ANTLR4 - How to close "longest-match-wins" and use first match rule?

Question

Orignial question:

My code to parse: N100G1M4 What I expcted: N100 G1 M4 But ANTLR can not idetify this because ANTLR always match longest substring? How to handle the case?

Update

What I am going to do:

I am trying to parse CNC G-Code txt and get keywords from a file stream, which is usually used to control a machine and drive motors to move.

The G-Code rule is :

// Define a grammar called Hello
grammar GCode;

script  : blocks+ EOF;

blocks: 
      assign_stat
    | ncblock 
    | NEWLINE
    ;

ncblock : 
     ncelements  NEWLINE  // 
    ;
ncelements :
        ncelement+
    ;

ncelement 
    :   
        LINENUMEXPR    // linenumber N100 
    |   GCODEEXPR   // G10 G54.1
    |   MCODEEXPR   // M30
    |   coordexpr   // X100 Y100 Z[A+b*c]
    |   FeedExpr    // F10.12
    |   AccExpr     // E2.0
    // |   callSubroutine 
    ;

assign_stat: 
        VARNAME '=' expression NEWLINE
    ;

expression: 
       multiplyingExpression  ('+' | '-') multiplyingExpression   
    ;

multiplyingExpression
   : powExpression (('*' | '/') powExpression)*
   ;

powExpression
   : signedAtom ('^' signedAtom)*
   ;

signedAtom
   : '+' signedAtom
   | '-' signedAtom
   | atom
   ;

atom
   : scientific
   | variable
   | '(' expression ')'
   ;

LINENUMEXPR: 'N' Digit+ ;
GCODEEXPR : 'G' GPOSTFIX;
MCODEEXPR : 'M' INT;
coordexpr: 
        CoordExpr
    |   ParameterKeyword getValueExpr
    ;

getValueExpr: 
        '[' expression ']'
    ;

CoordExpr 
        : 
         ParameterKeyword SCIENTIFIC_NUMBER
        ;
ParameterKeyword: [XYZABCUVWIJKR];
FeedExpr: 'F' SCIENTIFIC_NUMBER;
AccExpr: 'E' SCIENTIFIC_NUMBER;



fragment
GPOSTFIX
    : Digit+ ('.' Digit+)*
    ;

variable
   : VARNAME
   ;

scientific
   : SCIENTIFIC_NUMBER
   ;

SCIENTIFIC_NUMBER
   : SIGN? NUMBER (('E' | 'e') SIGN? NUMBER)?
   ;

fragment NUMBER
   : ('0' .. '9') + ('.' ('0' .. '9') +)?
   ;

HEX_INTEGER
 : '0' [xX] HEX_DIGIT+
 ;

fragment HEX_DIGIT
 : [0-9a-fA-F]
 ;
 
INT : Digit+;

fragment
Digit : [0-9];

fragment 
SIGN
   : ('+' | '-')
   ;

VARNAME
    : [a-zA-Z_][a-zA-Z_0-9]*
    ;

NEWLINE 
    : '\r'? '\n'
    ;

WS : [ \t]+ -> skip ; // skip spaces, tabs, newlines

Sample program(it works well except the last line):

N200 G54.1
a = 100
b = 10
c = a + b 
Z[a + b*c]
N002 G2 X30.1 Y20.1 I20.1 J0.1 K0.2 R20

N100 G1X100.5Z[VAR1+100]M3H3 // it works well except the last line

I want to parse N100G1X100.5YE5Z[VAR1+100]M3H3 to

-> N100 G1 X100 Z[VAR1+100]
-> or it will be better to split the node X100 to two subnode X 100:

I am trying to use ANTLR, but ANTLR always take the rule "longest match wins". N100G1X100 is identified to a word.

Append question: What's the best tool to finish the task?

First: Your rule is incomplete, expr is defined but not used (I assume that keyword derives to `N|...|H expr`. Second: Perhaps you just put the `keyword+` rule into the lexer instead of the parser.

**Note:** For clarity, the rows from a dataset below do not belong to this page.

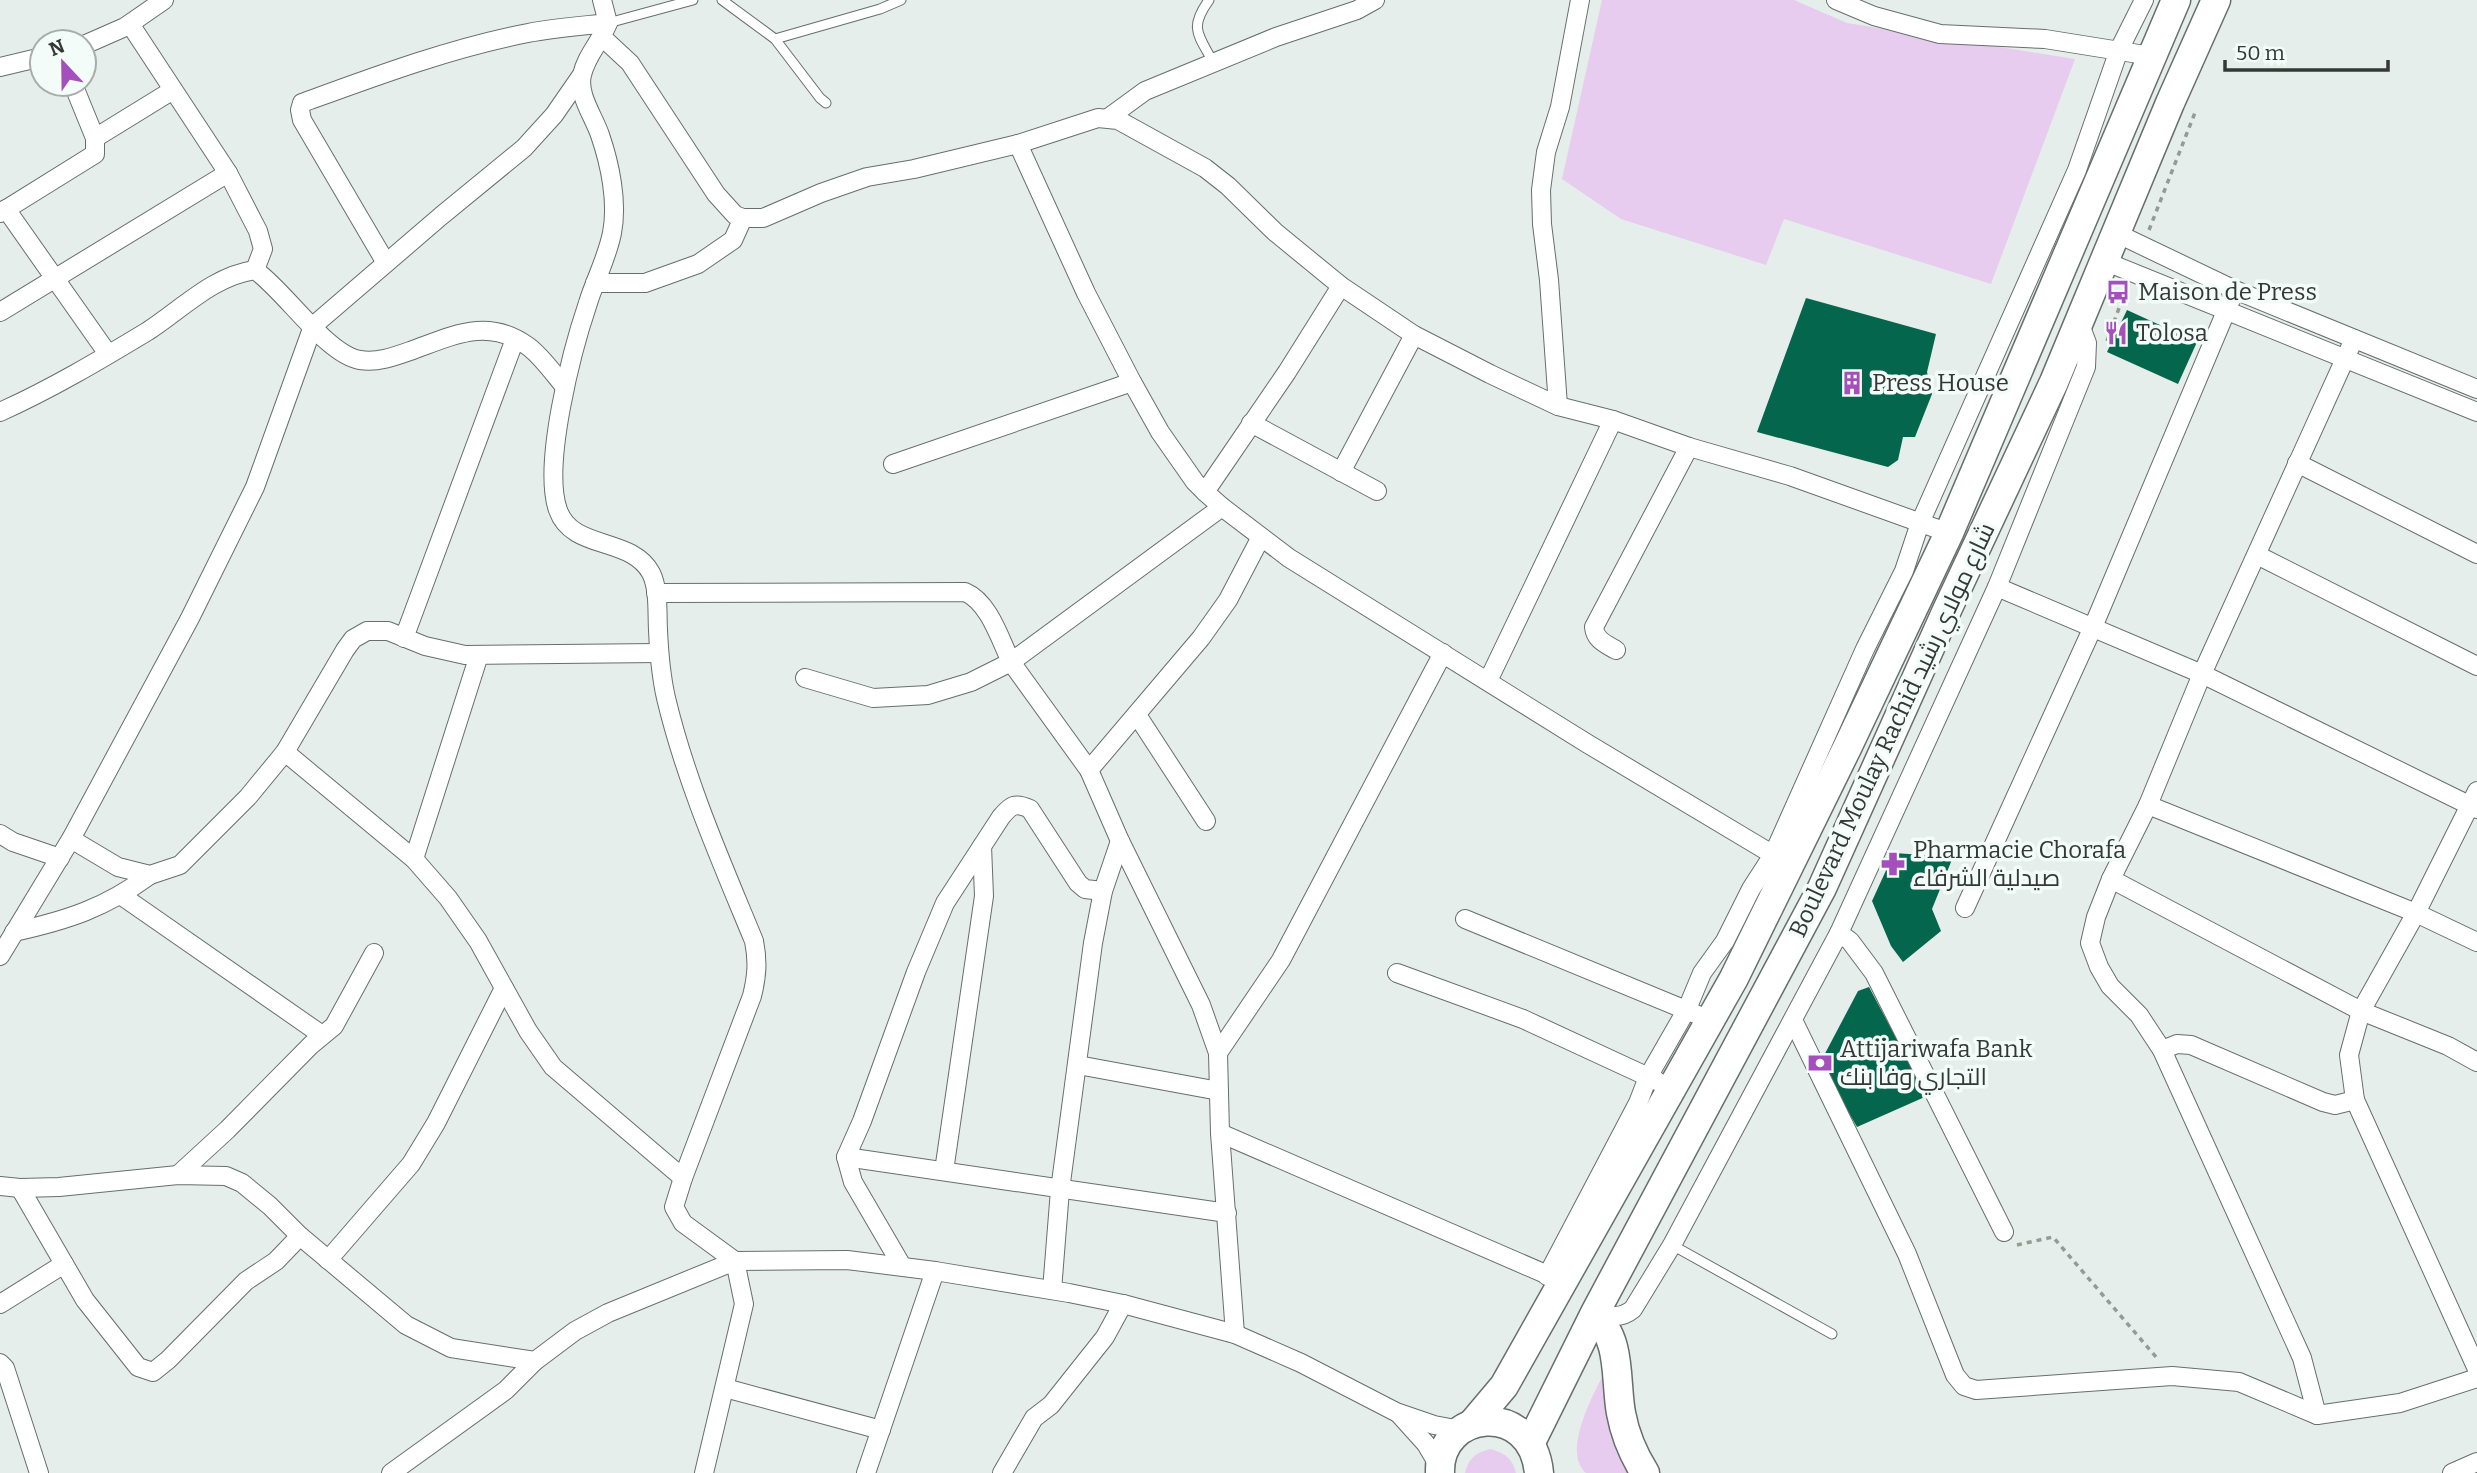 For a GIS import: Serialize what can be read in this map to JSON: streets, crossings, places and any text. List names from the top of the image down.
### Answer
{
  "streets": {
    "main road": ["Boulevard Moulay Rachid شارع مولاي رشيد"]
  },
  "places": {
    "bus stop": ["Maison de Press"],
    "restaurant": ["Tolosa"],
    "building": ["Press House"],
    "pharmacy": ["Pharmacie Chorafa صيدلية الشرفاء"],
    "bank": ["Attijariwafa Bank التجاري وفا بنك"]
  },
  "scale_bar": "50 m",
  "north": "top"
} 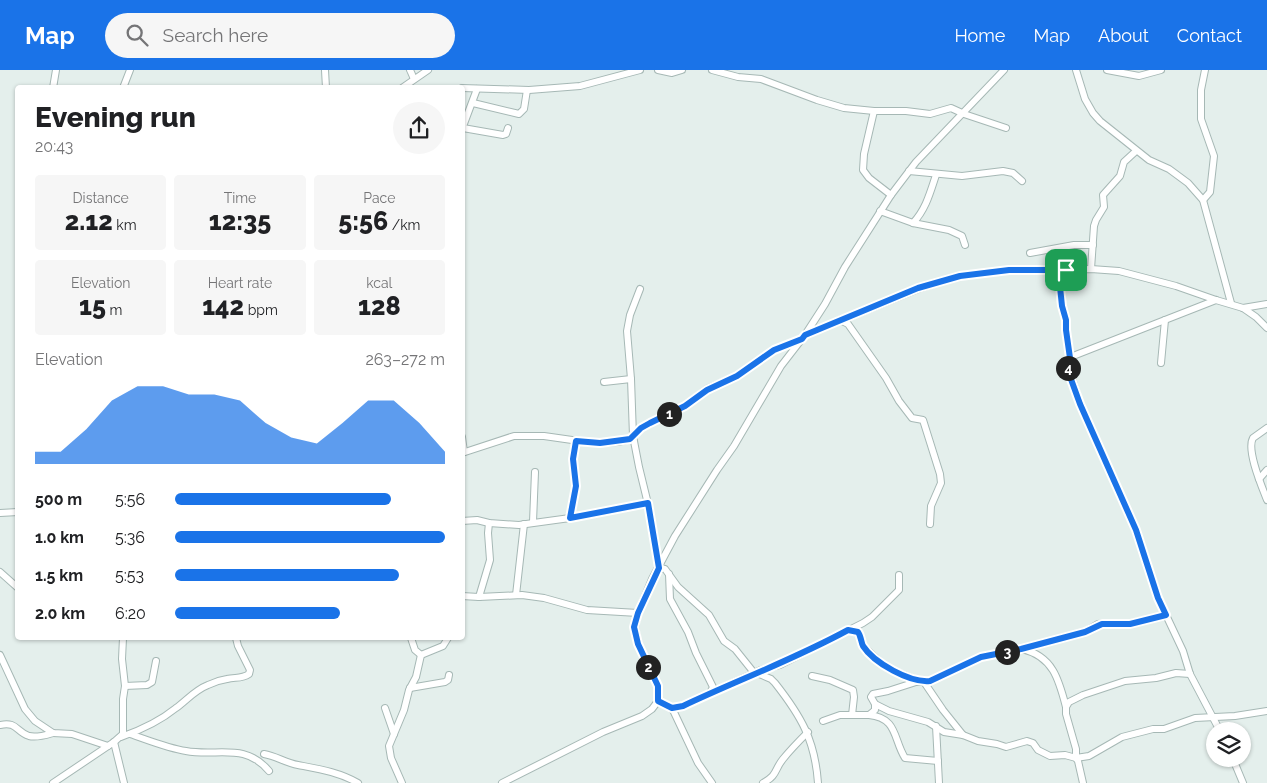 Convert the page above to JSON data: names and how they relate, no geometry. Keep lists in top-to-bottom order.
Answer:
{
  "page": {
    "header": "Map",
    "search": "Search here",
    "nav": [
      "Home",
      "Map",
      "About",
      "Contact"
    ],
    "heading": ["Evening run", "20:43"],
    "stats": [
      ["Distance", "2.12 km"],
      ["Time", "12:35"],
      ["Pace", "5:56 /km"],
      ["Elevation", "15 m"],
      ["Heart rate", "142 bpm"],
      ["kcal", "128"]
    ],
    "chart": ["Elevation", "263–272 m"],
    "pins": [
      "4",
      "1",
      "3",
      "2"
    ],
    "list": [
      {
        "name": "500 m",
        "note": "5:56"
      },
      {
        "name": "1.0 km",
        "note": "5:36"
      },
      {
        "name": "1.5 km",
        "note": "5:53"
      },
      {
        "name": "2.0 km",
        "note": "6:20"
      }
    ]
  }
} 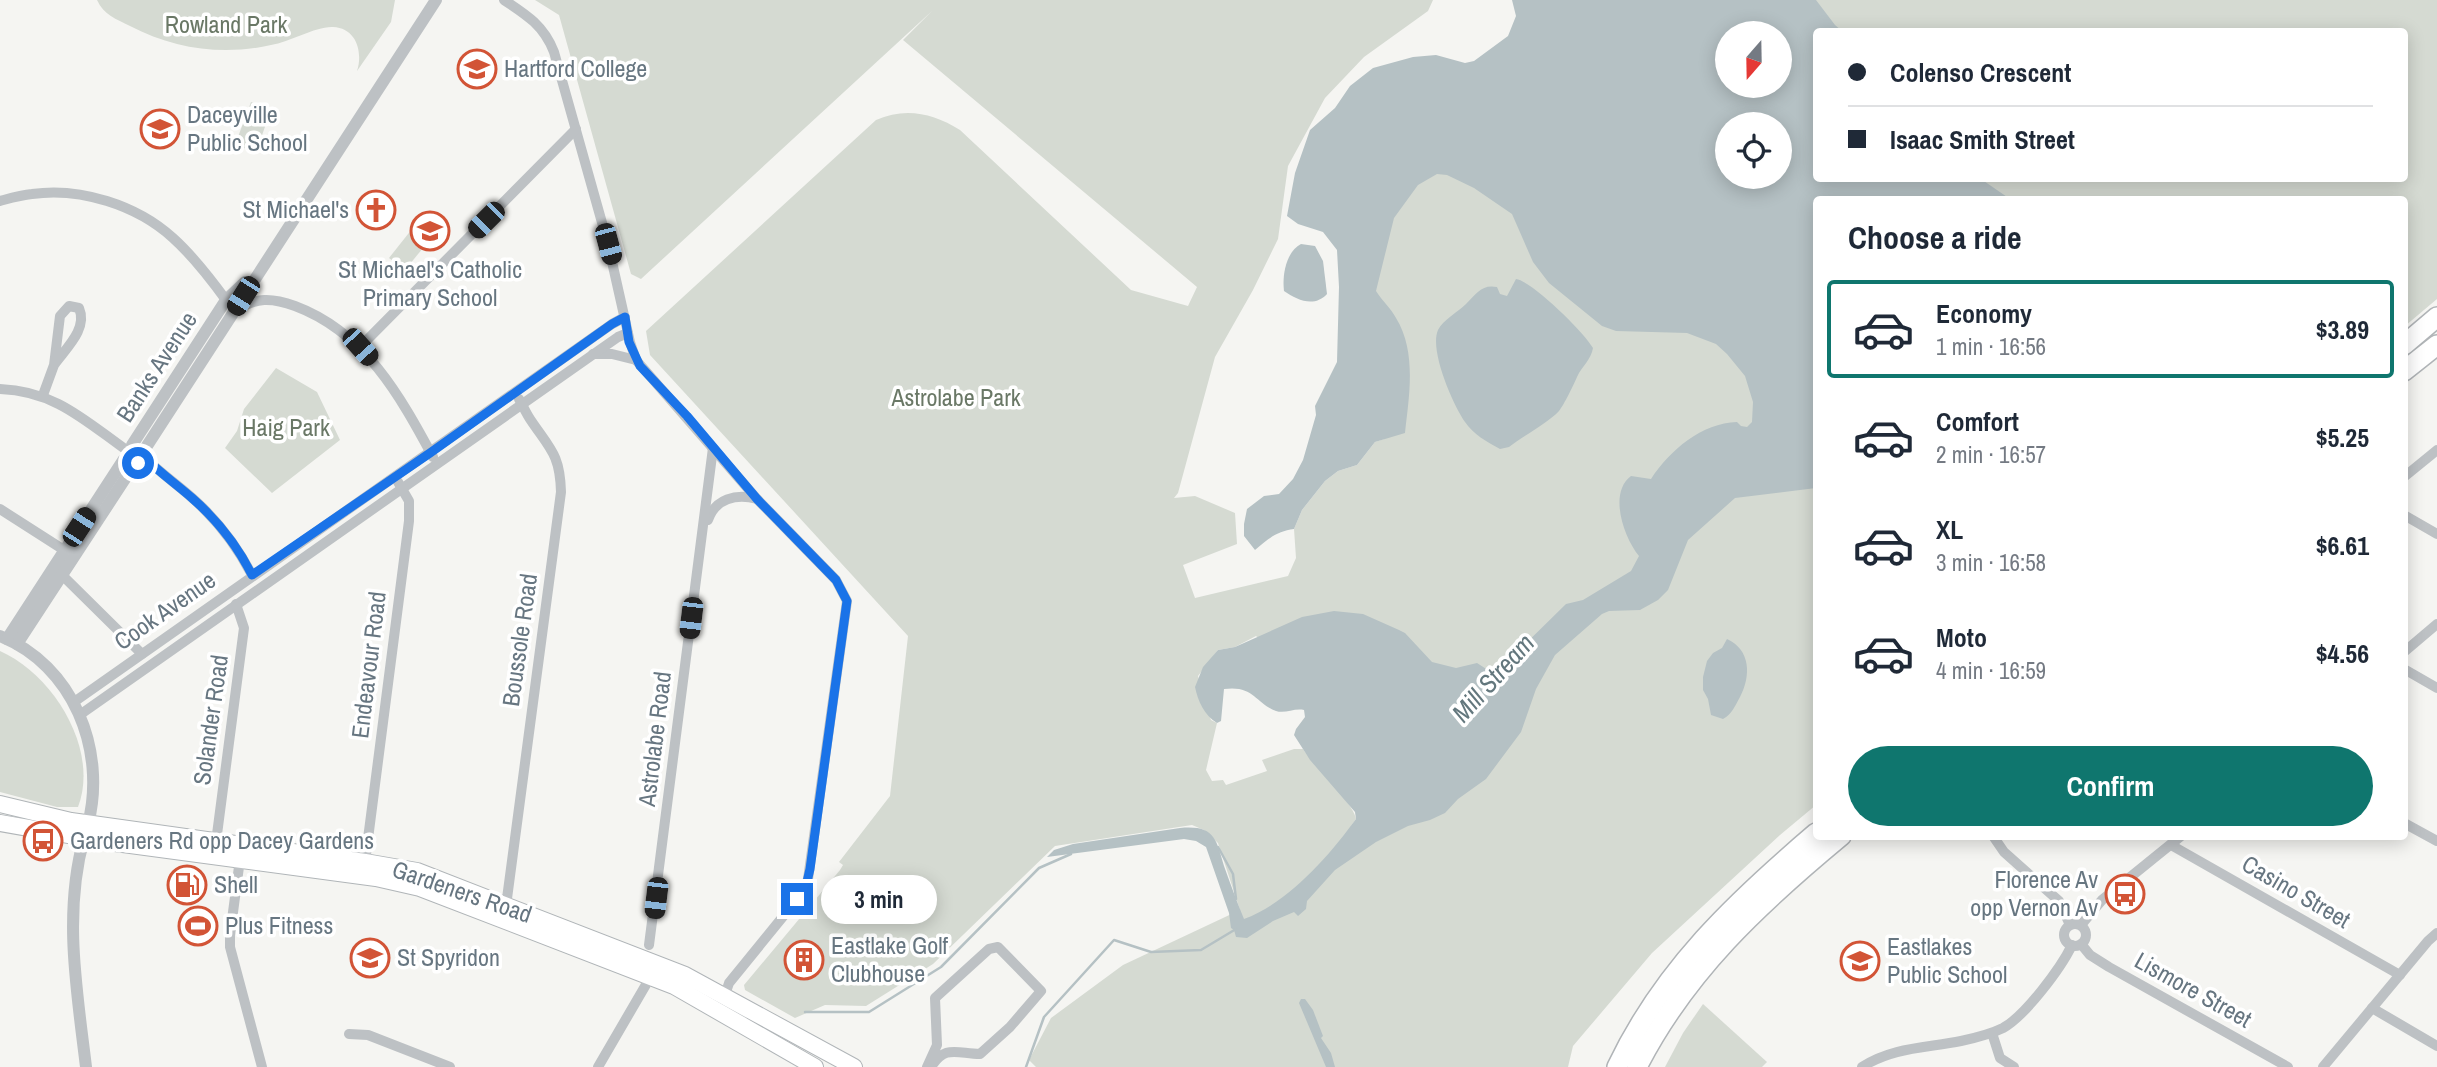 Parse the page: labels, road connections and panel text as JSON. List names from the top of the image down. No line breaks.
{"streets":{"main road":["Gardeners Road"],"street":["Banks Avenue","Cook Avenue","Boussole Road","Endeavour Road","Solander Road","Astrolabe Road","Casino Street","Lismore Street"]},"crossings":[["Cook Avenue","Boussole Road"],["Cook Avenue","Endeavour Road"],["Cook Avenue","Solander Road"],["Boussole Road","Gardeners Road"],["Endeavour Road","Gardeners Road"],["Solander Road","Gardeners Road"]],"water":["Mill Stream"],"parks":["Rowland Park","Astrolabe Park","Haig Park"],"places":{"school or university":["Hartford College","Daceyville Public School","St Michael's Catholic Primary School","St Spyridon","Eastlakes Public School"],"church":["St Michael's"],"bus stop":["Gardeners Rd opp Dacey Gardens","Florence Av opp Vernon Av"],"fuel station":["Shell"],"sports":["Plus Fitness"],"building":["Eastlake Golf Clubhouse"]},"north":"bottom","page":{"banner":["Colenso Crescent","Isaac Smith Street"],"heading":"Choose a ride","list":[{"name":"Economy","note":"1 min · 16:56","value":"$3.89"},{"name":"Comfort","note":"2 min · 16:57","value":"$5.25"},{"name":"XL","note":"3 min · 16:58","value":"$6.61"},{"name":"Moto","note":"4 min · 16:59","value":"$4.56"}],"buttons":"Confirm","bubble":"3 min"}} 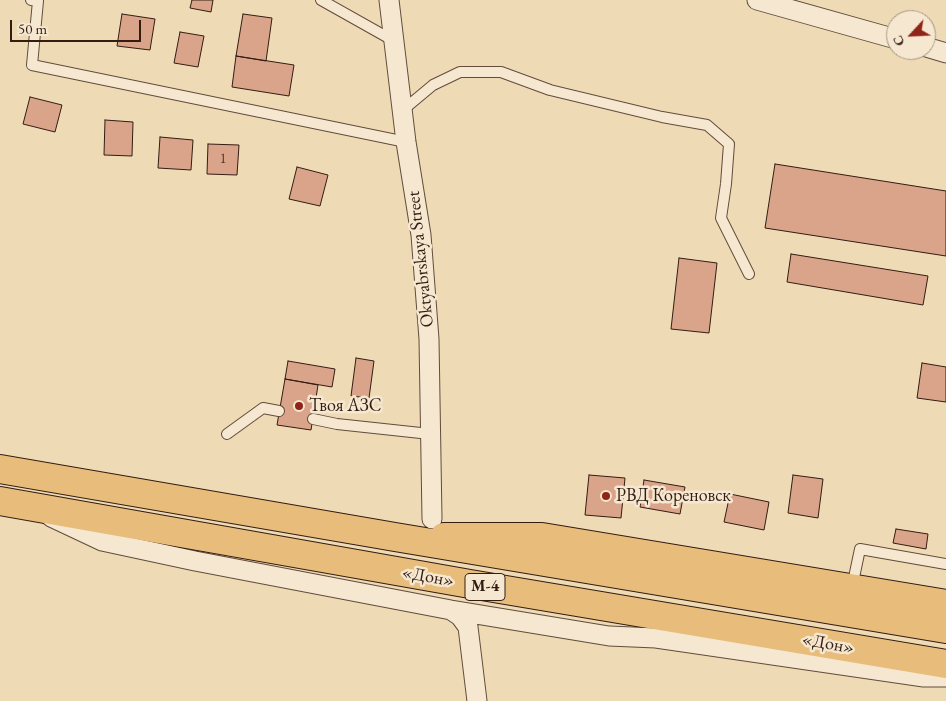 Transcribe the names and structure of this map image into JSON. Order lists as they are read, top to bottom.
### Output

Your parsing example seems to do other things than you describe above. I think you should clarify these points and perhaps post the real antlr grammar you tried. — CoronA, Mar 12 '22 at 05:46
When I google gcode, I always see examples where the words/ids are separated by spaces. Looks like the stream you get your gcode sources from shouldn’t do that, and just provide valid gcode with spaces. That way, you wont have any issue parsing it. If the input without spaces is valid, then please add a link to the specification of gcode that explains the language. — Bart Kiers, Mar 12 '22 at 06:51
I think there's an easy solution for your problem, but we need to see your grammar attempt first, to be sure. — Mike Lischke, Mar 12 '22 at 10:01
Hello @MikeLischke, I have update the grammar file I am attempting. Thanks and wait for your feedback. — zhhui, Mar 13 '22 at 14:36
Hello @BartKiers, you are totally right that most of CNC producer define the gcode where the words and ids are separated by spaces. Why I have to support the feature that I have to compatible with our last generation CNC system which support programming style like ``G1X100Y200``. Unfortunately, I can find some links to explainate this. — zhhui, Mar 13 '22 at 14:42
Is this valid in you flavor of GCode: `N1000 = 42` and then later somewhere you have `Z[N1000+100]`? If that is valid, how can the lexer (or parser) make a distinction between `N1000 = ...` and the N1000 in `N100G1X100...`? — Bart Kiers, Mar 13 '22 at 15:05
Hello @BartKiers, sure it's invalid to declare a variable ``N1000 = 42``. How to make a distinction between ``gcode standard `` and the `` ambigious variableName(or function name later)`` is the most important problem for the interpreter I want to build. I'm still trying to find some rule to find a solution. Honestly I don't know how to do this now. — zhhui, Mar 14 '22 at 00:58
Let's break it down to a super simple question. If you can answer that, we may have a solution, otherwise it's impossible to do what you want. Take the input `N100` only. Is this a variable name or a line number expression and how to distinguish both? — Mike Lischke, Mar 14 '22 at 07:58
For ``N100``, it's a line nunber of gcode. We call sample ``N100 X100Y100 `` as a ``NC block`` . The ``NC block`` must be start with ``NC elements``: ``N100``, ``X10.5`` ... , and ends with a ``\n``. The word behind ``N100`` must be ``X100`` ``Y100`` and so on. If user programs ``N100 = 10``, then we have to report an error. But if user programs ``NNVAR100 = 20``, then it's valid assign statement. — zhhui, Mar 14 '22 at 08:36

score 1 · Answer 1 · answered Mar 11 '22 at 10:07

1

ANTLR has a strict separation between pasrer and lexer, and therefor the lexer operates in a predictable way (longest match wins). So if you have some sort of identifier rule that matches N100G1M4 but sometimes want to match N100, G1 and M4 separately, you're out of luck.

How to handle the case?

The only answer one can give (with the amount of details given) is: remove the rule that matches N100G1M4 as 1 token. If that is something you cannot do, then don't use ANTLR, but use a "scannerless" parser.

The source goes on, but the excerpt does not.